La mise sous tutelle de la Fédération espagnole de football menace-t-elle la candidature tripartite au Mondial 2030 ?
Le gouvernement espagnol a jusqu’au vendredi 3 mai pour clarifier son intervention dans la Fédération royale espagnole de football (RFEF).
Selon le journal sportif espagnol As, l’UEFA et la FIFA ont fixé au gouvernement espagnol un ultimatum qui expire le vendredi 3 mai pour clarifier la manœuvre de mise sous tutelle de la Fédération espagnole de football (RFEF), au cœur d’une enquête pour corruption. Le Conseil supérieur du sport (CSD), dépendant du ministère des Sports, avait justifié cette décision par sa volonté de "redresser la grave situation dans laquelle se trouve la RFEF, afin que l’entité puisse entamer une étape de renouvellement dans un climat de stabilité".
José Manuel Rodríguez-Uribes, président du CSD, a adressé une lettre à l’UEFA et à la FIFA dans laquelle il explique l’intervention du gouvernement. Mais les deux institutions, qui interdisent toute intervention des pouvoirs politiques dans les fédérations nationales, n’ont pas du tout perçu favorablement ce courrier. Selon As, elles considèreraient ces justifications comme un "ordre" et menaceraient le gouvernement espagnol de devoir en "assumer les conséquences".
Il n'y a que deux issues possibles : soit la réponse du CSD est satisfaisante, ce qui signifierait que la FIFA et l’UEFA continueront de suivre l’affaire de près sans prendre de mesures dans l’immédiat, en attendant de voir comment les événements évoluent ; soit l’ingérence politique est confirmée, auquel cas la RFEF sera effectivement placée sous tutelle.
Depuis Nyon et Zurich, on prévient que cette dernière hypothèse aurait des conséquences désastreuses pour le football espagnol.

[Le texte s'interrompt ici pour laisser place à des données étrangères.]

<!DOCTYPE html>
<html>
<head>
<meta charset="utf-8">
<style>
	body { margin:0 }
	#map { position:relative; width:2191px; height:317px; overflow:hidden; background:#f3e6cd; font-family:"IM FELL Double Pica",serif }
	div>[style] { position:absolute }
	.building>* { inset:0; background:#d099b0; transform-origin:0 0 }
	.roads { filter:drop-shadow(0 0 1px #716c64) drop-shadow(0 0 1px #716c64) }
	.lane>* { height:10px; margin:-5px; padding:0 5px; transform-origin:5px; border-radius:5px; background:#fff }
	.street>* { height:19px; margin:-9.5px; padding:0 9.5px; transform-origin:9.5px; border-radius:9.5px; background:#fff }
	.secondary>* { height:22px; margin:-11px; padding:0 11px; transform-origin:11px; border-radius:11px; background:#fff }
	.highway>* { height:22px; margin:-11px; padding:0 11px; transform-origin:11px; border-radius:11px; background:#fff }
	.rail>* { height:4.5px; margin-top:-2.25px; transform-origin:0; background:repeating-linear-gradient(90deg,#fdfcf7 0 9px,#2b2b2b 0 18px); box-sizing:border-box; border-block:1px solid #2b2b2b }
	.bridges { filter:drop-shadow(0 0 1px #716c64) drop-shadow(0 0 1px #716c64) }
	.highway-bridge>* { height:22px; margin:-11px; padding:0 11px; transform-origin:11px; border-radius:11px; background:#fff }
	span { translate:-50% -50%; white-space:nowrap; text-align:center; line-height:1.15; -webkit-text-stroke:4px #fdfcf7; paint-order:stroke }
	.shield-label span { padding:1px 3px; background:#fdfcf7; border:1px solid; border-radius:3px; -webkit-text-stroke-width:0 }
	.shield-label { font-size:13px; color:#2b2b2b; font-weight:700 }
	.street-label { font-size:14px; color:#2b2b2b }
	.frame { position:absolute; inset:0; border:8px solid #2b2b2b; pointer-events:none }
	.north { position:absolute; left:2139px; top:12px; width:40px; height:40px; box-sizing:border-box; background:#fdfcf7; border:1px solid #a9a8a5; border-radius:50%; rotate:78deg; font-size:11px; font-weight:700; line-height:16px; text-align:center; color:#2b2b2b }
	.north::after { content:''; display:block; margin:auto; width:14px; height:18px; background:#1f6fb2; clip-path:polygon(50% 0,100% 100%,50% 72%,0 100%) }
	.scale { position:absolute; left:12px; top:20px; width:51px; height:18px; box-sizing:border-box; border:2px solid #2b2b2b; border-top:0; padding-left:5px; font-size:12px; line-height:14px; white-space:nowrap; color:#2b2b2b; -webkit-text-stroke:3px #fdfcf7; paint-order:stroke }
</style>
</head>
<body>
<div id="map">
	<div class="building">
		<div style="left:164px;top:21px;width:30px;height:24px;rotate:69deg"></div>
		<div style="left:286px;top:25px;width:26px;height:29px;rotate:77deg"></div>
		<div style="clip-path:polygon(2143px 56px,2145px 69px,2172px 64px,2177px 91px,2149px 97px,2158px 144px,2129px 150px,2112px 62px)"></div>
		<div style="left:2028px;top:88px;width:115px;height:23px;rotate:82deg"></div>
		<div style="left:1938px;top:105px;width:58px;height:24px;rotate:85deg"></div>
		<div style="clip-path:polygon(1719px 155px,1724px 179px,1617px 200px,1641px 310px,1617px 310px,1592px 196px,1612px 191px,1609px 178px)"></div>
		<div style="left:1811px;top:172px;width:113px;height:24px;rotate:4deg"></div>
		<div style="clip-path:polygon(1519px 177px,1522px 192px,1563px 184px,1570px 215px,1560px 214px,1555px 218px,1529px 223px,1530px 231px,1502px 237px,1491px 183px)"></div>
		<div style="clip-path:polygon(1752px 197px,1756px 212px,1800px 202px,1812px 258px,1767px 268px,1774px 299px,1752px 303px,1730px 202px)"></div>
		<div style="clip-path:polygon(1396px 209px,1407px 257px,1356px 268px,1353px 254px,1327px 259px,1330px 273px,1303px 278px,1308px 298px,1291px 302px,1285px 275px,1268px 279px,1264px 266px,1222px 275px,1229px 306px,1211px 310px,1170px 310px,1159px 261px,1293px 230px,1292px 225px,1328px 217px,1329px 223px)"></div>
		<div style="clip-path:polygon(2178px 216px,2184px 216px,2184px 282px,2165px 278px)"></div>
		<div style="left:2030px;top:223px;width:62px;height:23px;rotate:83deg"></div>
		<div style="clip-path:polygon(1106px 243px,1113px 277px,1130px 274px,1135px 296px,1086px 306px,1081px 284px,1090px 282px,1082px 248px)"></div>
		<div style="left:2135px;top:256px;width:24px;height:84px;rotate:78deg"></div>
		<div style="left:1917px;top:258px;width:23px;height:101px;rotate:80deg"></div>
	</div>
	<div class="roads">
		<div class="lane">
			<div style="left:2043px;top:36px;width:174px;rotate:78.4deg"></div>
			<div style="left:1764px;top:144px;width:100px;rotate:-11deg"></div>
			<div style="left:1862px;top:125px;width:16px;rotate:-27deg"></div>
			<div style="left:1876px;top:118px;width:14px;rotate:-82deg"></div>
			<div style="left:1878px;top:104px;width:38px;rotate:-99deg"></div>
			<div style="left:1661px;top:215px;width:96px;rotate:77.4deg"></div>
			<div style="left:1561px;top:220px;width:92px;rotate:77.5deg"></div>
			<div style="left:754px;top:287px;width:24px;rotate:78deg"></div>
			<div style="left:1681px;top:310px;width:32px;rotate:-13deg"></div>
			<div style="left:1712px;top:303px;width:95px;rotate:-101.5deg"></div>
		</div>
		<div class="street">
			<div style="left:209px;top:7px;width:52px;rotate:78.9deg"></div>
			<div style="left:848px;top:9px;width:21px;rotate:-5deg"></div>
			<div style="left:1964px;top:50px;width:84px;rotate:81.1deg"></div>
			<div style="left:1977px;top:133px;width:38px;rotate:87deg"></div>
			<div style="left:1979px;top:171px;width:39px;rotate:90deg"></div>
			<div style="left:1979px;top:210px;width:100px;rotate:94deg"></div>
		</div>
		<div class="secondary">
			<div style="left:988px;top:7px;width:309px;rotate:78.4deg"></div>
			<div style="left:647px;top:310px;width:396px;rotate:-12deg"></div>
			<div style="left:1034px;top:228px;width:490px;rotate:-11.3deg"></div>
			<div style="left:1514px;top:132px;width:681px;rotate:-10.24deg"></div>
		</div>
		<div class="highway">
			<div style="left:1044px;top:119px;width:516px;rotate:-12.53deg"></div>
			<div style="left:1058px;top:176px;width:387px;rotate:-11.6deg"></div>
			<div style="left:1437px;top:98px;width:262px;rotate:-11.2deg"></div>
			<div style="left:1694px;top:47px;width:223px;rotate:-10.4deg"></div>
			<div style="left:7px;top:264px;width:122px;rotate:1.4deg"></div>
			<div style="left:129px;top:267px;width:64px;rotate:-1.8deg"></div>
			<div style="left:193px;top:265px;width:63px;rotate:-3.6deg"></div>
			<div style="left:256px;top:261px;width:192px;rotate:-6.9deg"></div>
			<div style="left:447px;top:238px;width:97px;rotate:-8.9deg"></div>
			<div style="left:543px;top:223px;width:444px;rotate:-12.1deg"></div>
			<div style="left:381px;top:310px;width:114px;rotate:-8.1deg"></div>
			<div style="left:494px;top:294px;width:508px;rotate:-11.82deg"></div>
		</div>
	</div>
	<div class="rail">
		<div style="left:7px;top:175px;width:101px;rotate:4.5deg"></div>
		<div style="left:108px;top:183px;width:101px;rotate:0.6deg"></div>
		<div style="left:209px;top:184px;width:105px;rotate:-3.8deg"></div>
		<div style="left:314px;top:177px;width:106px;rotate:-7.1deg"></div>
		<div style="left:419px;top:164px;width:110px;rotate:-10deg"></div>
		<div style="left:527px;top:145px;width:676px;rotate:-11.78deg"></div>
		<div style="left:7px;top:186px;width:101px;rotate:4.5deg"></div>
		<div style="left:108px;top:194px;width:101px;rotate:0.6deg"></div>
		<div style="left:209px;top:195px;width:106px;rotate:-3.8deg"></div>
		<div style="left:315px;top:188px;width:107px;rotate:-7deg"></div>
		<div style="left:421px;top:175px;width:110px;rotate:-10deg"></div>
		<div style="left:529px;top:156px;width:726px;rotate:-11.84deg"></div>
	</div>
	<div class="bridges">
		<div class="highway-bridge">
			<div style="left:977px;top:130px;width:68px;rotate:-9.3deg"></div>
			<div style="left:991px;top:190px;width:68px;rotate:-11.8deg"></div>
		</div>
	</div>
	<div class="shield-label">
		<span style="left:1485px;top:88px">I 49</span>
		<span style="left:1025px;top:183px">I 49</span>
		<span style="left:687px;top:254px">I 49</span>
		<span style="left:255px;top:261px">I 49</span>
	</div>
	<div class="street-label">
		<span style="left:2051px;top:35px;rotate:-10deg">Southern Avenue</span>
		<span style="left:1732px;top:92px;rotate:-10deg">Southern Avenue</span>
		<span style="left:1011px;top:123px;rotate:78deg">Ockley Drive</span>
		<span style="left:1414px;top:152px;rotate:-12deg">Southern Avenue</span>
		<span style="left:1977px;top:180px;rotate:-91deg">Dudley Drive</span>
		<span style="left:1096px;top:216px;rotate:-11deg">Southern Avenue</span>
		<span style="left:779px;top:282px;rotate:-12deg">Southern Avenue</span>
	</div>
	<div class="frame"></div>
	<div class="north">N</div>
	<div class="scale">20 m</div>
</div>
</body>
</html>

Car la FIFA devra alors suspendre la fédération espagnole, la privant de participation à toutes ses compétitions ainsi qu’à celles de l’UEFA. Cela signifierait l’élimination de l’équipe nationale de l’Euro et des Jeux olympiques (hommes et femmes), et l’exclusion des clubs espagnols de la Ligue des Champions, de la Ligue Europa, de la Ligue de Conférence et du Mondial des Clubs de l’année suivante.
L’Espagne serait également retirée de la course à l’organisation du Mondial 2030. Le congrès extraordinaire de la FIFA est prévu en décembre prochain pour officialiser l’unique candidature existante (Espagne, Maroc et Portugal, avec trois pays sud-américains pour les matchs d’ouverture). Depuis la Suisse, on suggère déjà que le Maroc et le Portugal sont parfaitement capables d’organiser le tournoi seuls, sans la participation de l’Espagne.
Une semaine cruciale s’annonce donc pour l’avenir du football espagnol. La position du CSD est mal vue par la FIFA et l’UEFA, qui espèrent qu’avec le temps, le gouvernement espagnol comprendra qu’il s’expose à des conséquences déjà subies par d’autres fédérations. Elles citent l’exemple de la Russie, qui a perdu la possibilité d’accueillir l’Euro 2028 et a vu ses clubs disparaître des compétitions européennes lorsque la FIFA et l’UEFA l’ont suspendue en raison de l’invasion de l’Ukraine.